● **Task statement**: Every line of the data below that holds the string "street" needs to be reported.

- - -

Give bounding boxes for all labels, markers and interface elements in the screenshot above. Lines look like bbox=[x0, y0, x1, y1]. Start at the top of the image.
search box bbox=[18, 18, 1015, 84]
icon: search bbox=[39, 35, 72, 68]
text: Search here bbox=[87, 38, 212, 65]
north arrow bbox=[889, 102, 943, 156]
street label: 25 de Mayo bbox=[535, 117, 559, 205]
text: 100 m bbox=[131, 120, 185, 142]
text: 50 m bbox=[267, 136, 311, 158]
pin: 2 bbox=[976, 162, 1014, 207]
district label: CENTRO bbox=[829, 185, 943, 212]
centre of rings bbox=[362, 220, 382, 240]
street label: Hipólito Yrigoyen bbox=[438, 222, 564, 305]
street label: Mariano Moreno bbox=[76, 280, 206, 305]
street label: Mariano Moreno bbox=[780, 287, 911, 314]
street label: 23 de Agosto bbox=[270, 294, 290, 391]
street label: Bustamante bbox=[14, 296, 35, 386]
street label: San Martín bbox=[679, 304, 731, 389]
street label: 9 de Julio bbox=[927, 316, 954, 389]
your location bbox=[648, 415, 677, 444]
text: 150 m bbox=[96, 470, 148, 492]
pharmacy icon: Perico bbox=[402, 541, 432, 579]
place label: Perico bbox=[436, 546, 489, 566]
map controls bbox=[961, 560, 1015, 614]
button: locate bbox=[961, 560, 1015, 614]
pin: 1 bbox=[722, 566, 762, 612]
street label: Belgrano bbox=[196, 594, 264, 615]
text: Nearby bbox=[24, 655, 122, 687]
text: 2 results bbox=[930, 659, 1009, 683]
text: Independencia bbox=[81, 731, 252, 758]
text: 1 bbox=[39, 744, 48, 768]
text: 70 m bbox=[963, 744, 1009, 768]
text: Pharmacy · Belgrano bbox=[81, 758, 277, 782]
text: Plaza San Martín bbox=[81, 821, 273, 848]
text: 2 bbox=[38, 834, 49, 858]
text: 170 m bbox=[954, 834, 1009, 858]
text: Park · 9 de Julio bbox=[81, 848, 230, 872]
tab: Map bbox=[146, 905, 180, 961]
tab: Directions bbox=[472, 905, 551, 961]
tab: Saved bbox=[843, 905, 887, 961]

- - -

● **Task solution**:
street label: 25 de Mayo bbox=[535, 117, 559, 205]
street label: Hipólito Yrigoyen bbox=[438, 222, 564, 305]
street label: Mariano Moreno bbox=[76, 280, 206, 305]
street label: Mariano Moreno bbox=[780, 287, 911, 314]
street label: 23 de Agosto bbox=[270, 294, 290, 391]
street label: Bustamante bbox=[14, 296, 35, 386]
street label: San Martín bbox=[679, 304, 731, 389]
street label: 9 de Julio bbox=[927, 316, 954, 389]
street label: Belgrano bbox=[196, 594, 264, 615]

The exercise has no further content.